PROBLEM REQUIREMENTS:
Everything in the records must be restated exactly, apart from the pictures.

RECORD EXTRACTS:
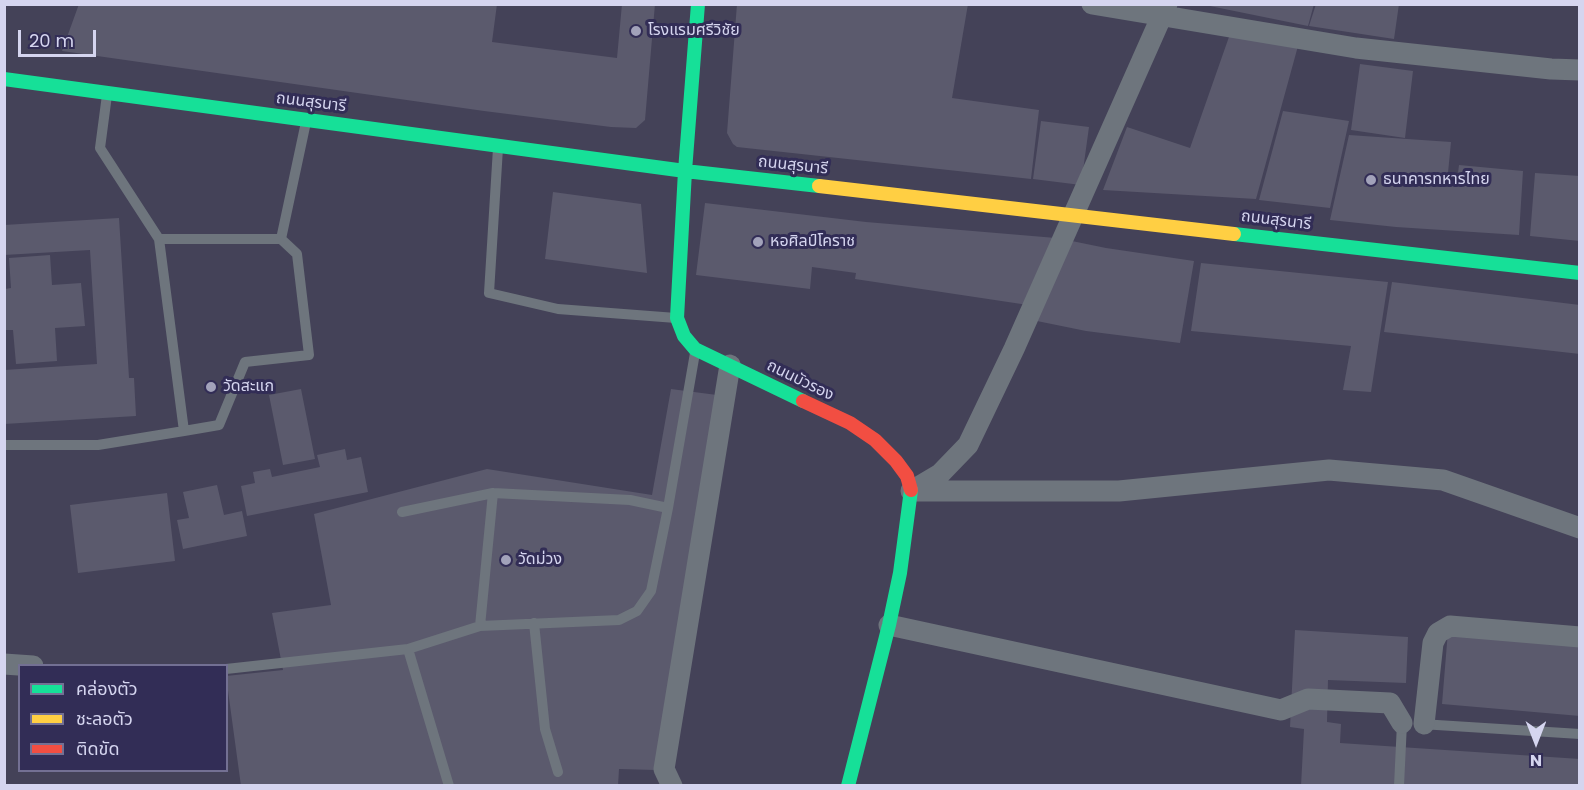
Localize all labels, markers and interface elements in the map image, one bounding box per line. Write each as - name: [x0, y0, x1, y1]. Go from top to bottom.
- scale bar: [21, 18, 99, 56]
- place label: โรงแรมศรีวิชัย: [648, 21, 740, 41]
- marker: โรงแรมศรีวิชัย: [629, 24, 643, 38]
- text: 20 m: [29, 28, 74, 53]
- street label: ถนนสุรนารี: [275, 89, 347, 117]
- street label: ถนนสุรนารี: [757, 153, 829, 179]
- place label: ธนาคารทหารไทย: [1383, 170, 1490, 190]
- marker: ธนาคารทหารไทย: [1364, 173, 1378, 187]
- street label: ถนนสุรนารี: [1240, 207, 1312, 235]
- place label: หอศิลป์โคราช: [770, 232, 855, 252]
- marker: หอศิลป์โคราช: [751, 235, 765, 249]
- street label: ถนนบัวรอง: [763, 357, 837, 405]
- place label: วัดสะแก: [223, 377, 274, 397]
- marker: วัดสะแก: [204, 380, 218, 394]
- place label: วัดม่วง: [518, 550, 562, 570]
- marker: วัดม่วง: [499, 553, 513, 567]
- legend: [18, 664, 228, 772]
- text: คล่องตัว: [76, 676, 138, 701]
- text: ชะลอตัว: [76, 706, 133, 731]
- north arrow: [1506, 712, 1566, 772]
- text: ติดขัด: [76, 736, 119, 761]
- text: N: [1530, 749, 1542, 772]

ANSWER TO THIS TASK:
Localize all labels, markers and interface elements in the map image, one bounding box per line. Write each as - name: [x0, y0, x1, y1]. Go from top to bottom.
- scale bar: [21, 18, 99, 56]
- place label: โรงแรมศรีวิชัย: [648, 21, 740, 41]
- marker: โรงแรมศรีวิชัย: [629, 24, 643, 38]
- text: 20 m: [29, 28, 74, 53]
- street label: ถนนสุรนารี: [275, 89, 347, 117]
- street label: ถนนสุรนารี: [757, 153, 829, 179]
- place label: ธนาคารทหารไทย: [1383, 170, 1490, 190]
- marker: ธนาคารทหารไทย: [1364, 173, 1378, 187]
- street label: ถนนสุรนารี: [1240, 207, 1312, 235]
- place label: หอศิลป์โคราช: [770, 232, 855, 252]
- marker: หอศิลป์โคราช: [751, 235, 765, 249]
- street label: ถนนบัวรอง: [763, 357, 837, 405]
- place label: วัดสะแก: [223, 377, 274, 397]
- marker: วัดสะแก: [204, 380, 218, 394]
- place label: วัดม่วง: [518, 550, 562, 570]
- marker: วัดม่วง: [499, 553, 513, 567]
- legend: [18, 664, 228, 772]
- text: คล่องตัว: [76, 676, 138, 701]
- text: ชะลอตัว: [76, 706, 133, 731]
- north arrow: [1506, 712, 1566, 772]
- text: ติดขัด: [76, 736, 119, 761]
- text: N: [1530, 749, 1542, 772]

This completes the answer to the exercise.